═══ PROVIDED MATERIAL ═══
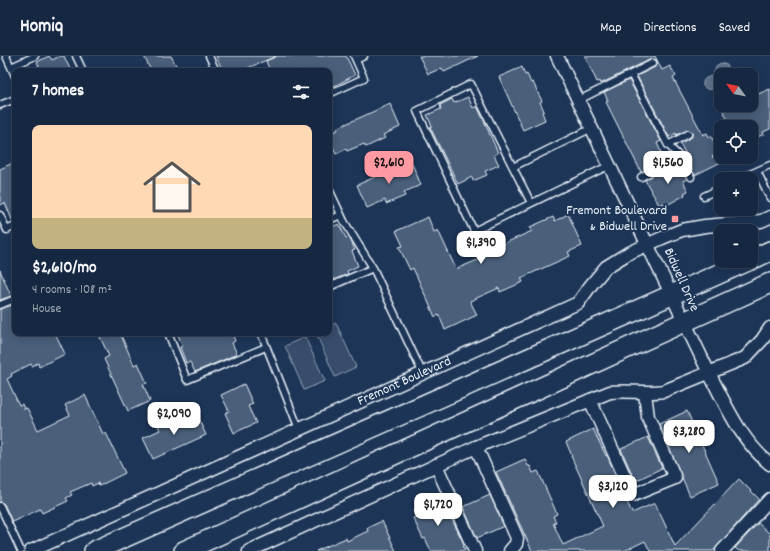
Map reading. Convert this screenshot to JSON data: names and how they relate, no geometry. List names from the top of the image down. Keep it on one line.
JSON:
{"streets":{"main road":["Fremont Boulevard"],"street":["Bidwell Drive"]},"crossings":[["Bidwell Drive","Fremont Boulevard"]],"places":{"transit":["Fremont Boulevard & Bidwell Drive"]},"north":"top left","page":{"header":"Homiq","nav":["Map","Directions","Saved"],"map_buttons":["+","−"],"heading":"7 homes","list":[{"name":"$2,610/mo","note":"4 rooms · 108 m² · House"}],"price":["$2,610","$1,560","$1,390","$2,090","$3,280","$3,120","$1,720"]}}
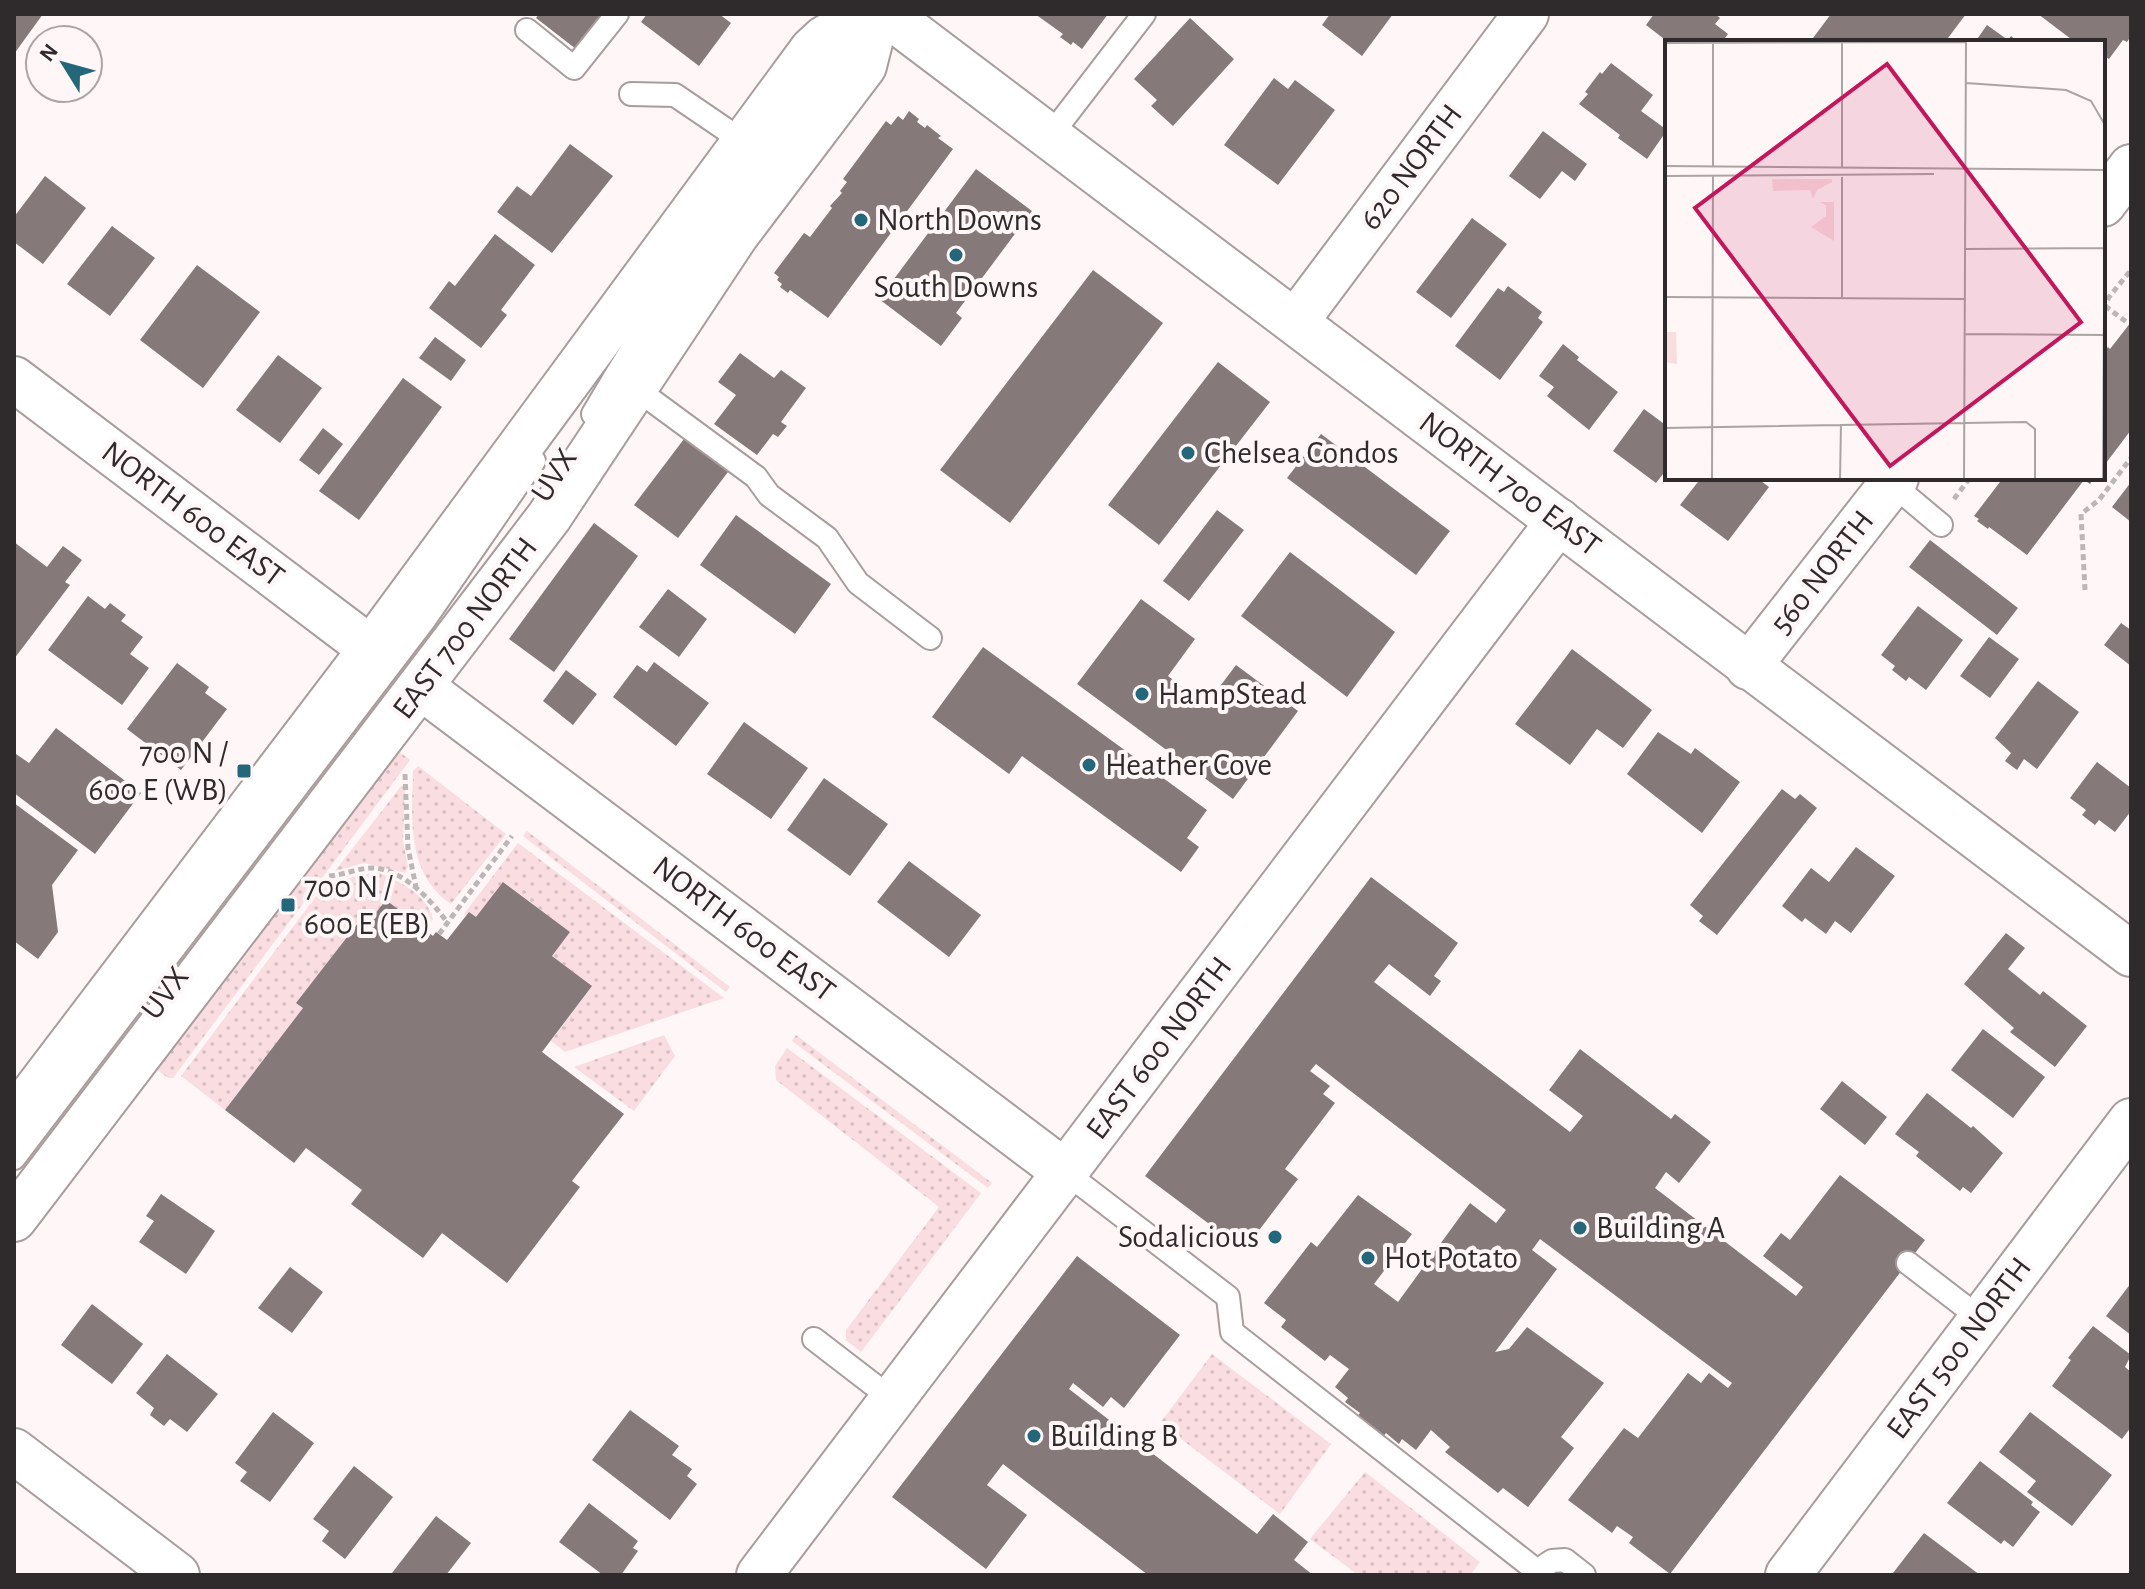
═══
DIRECTIONS FOR THIS TASK. Leave the pictures out and output the rest of the listing exactly.

YOUR RESPONSE.
Map reading. Convert this screenshot to JSON data: names and how they relate, no geometry. List names from the top of the image down. Keep it on one line.
JSON:
{"streets":{"main road":["Fremont Boulevard"],"street":["Bidwell Drive"]},"crossings":[["Bidwell Drive","Fremont Boulevard"]],"places":{"transit":["Fremont Boulevard & Bidwell Drive"]},"north":"top left","page":{"header":"Homiq","nav":["Map","Directions","Saved"],"map_buttons":["+","−"],"heading":"7 homes","list":[{"name":"$2,610/mo","note":"4 rooms · 108 m² · House"}],"price":["$2,610","$1,560","$1,390","$2,090","$3,280","$3,120","$1,720"]}}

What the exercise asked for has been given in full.